| Task statement |
State the number of lines that hold "bottom" in the records below, with no other words.

| Extracted entries |
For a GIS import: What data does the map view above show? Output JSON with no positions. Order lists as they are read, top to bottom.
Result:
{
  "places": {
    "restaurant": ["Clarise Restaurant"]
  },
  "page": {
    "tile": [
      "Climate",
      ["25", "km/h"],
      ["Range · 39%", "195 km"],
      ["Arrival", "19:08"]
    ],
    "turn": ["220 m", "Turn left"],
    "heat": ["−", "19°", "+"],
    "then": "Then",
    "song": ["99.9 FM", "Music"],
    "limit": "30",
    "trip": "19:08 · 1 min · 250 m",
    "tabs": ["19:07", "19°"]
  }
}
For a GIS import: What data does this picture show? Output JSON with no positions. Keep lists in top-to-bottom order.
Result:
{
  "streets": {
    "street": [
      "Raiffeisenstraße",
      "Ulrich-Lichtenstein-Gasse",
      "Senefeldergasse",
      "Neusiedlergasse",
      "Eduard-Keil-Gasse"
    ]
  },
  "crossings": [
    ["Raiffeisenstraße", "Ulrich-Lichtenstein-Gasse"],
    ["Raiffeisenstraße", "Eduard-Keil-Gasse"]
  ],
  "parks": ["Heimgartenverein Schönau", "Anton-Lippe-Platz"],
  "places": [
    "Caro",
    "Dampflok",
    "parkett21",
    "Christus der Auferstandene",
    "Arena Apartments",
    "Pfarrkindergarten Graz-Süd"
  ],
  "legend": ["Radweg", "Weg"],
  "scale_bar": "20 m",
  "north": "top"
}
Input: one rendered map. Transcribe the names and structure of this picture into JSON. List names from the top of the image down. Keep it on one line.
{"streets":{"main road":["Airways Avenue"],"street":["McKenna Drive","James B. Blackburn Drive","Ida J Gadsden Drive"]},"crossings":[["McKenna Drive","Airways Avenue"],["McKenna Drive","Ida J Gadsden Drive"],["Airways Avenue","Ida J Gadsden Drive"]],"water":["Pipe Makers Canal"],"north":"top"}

| Completed task |
2